§ Work to complete: Where the line containing "Quick job: Dump" appears in the records below, begin there and write out each line exactly until the last one, and nothing more.

§ Data provided:
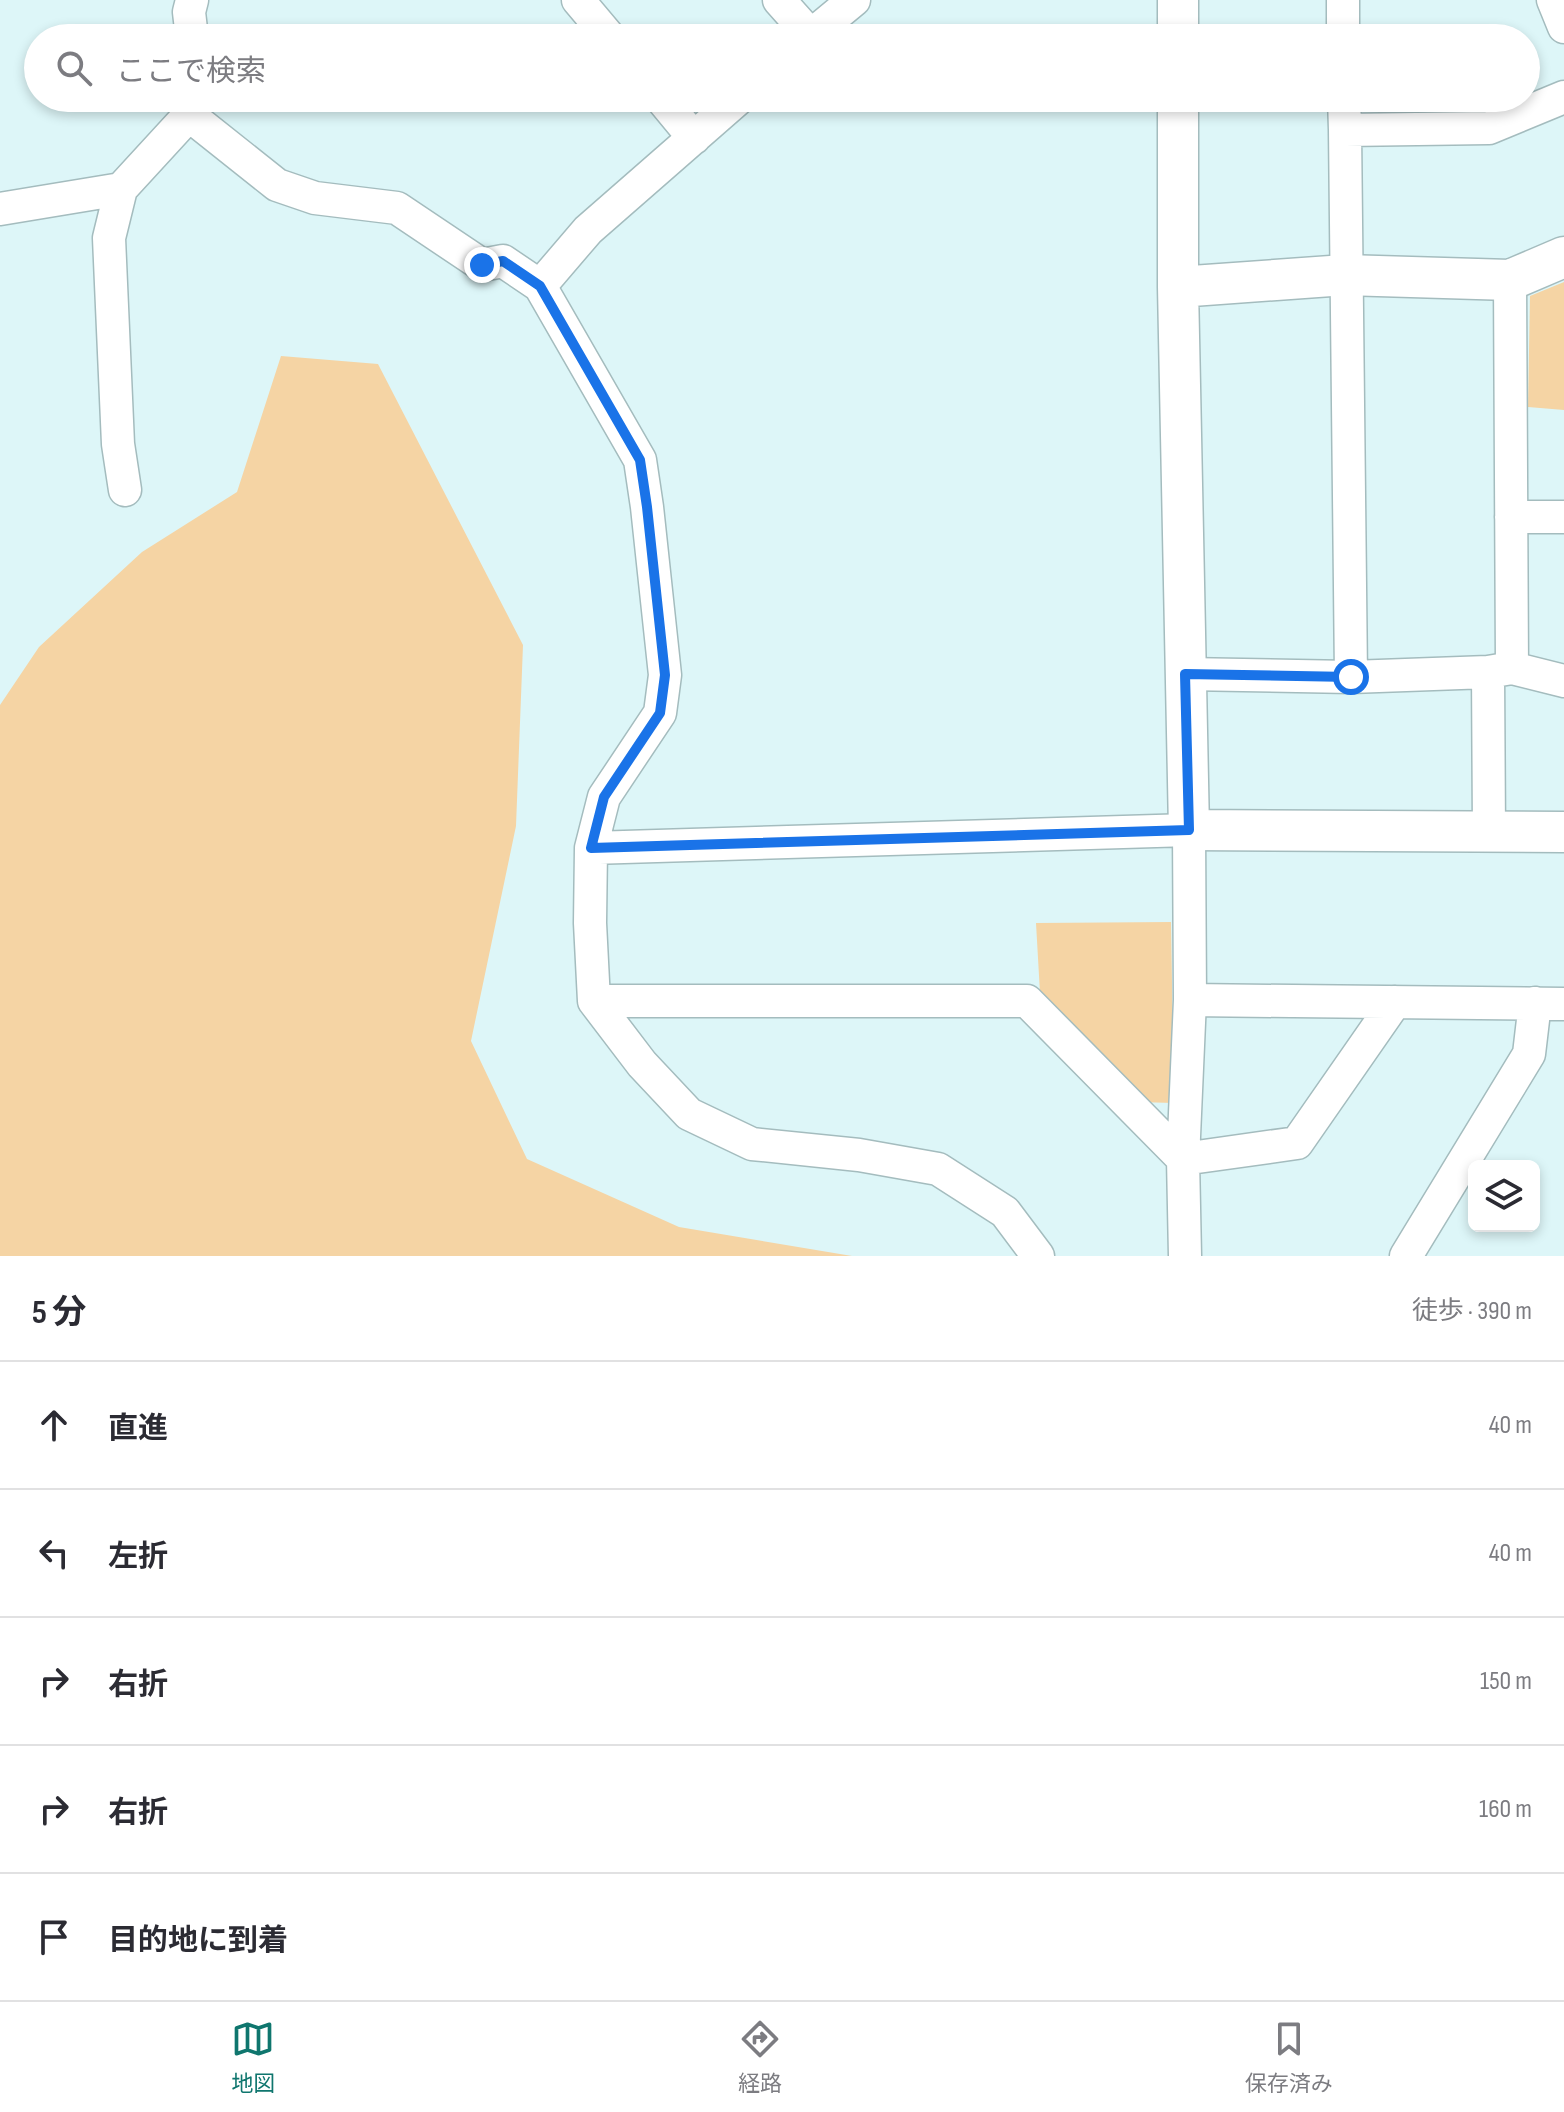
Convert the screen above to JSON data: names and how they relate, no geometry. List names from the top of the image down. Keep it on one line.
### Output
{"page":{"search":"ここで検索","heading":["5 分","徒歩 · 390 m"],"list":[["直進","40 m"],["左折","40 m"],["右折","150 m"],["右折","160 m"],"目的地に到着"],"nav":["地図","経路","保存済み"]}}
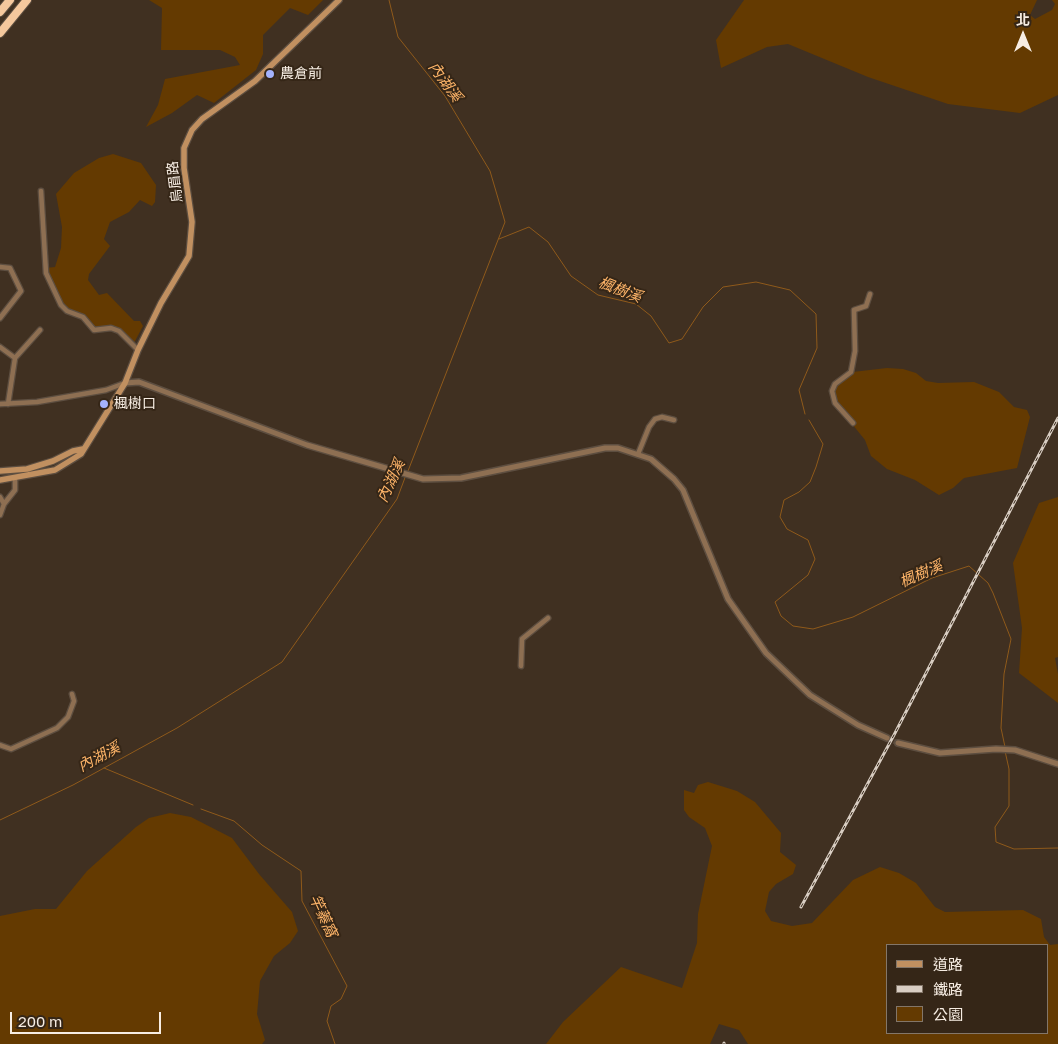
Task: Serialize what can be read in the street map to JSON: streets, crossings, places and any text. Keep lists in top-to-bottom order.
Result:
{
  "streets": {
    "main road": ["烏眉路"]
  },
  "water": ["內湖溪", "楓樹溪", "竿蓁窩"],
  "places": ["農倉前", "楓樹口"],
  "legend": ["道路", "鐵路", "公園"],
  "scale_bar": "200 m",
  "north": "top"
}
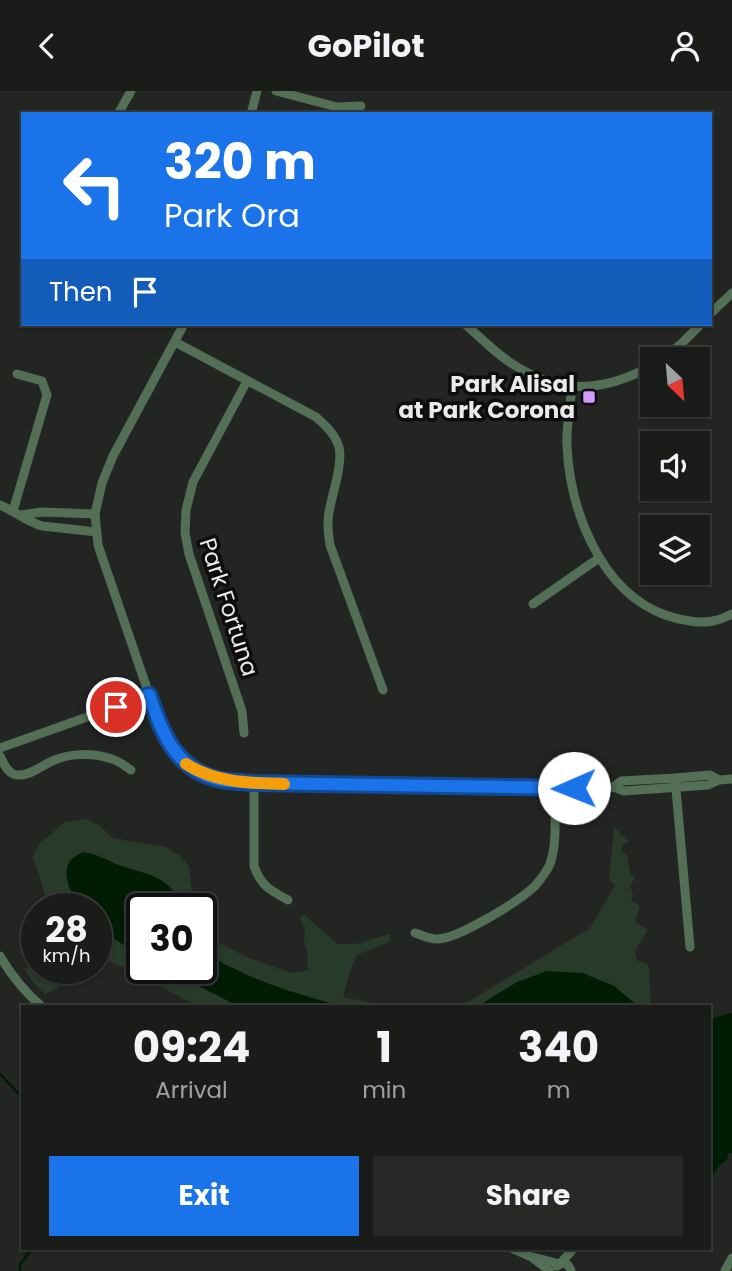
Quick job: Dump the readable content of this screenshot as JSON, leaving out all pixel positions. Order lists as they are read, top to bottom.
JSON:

§ Expected answer:
Quick job: Dump the readable content of this screenshot as JSON, leaving out all pixel positions. Order lists as they are read, top to bottom.
JSON:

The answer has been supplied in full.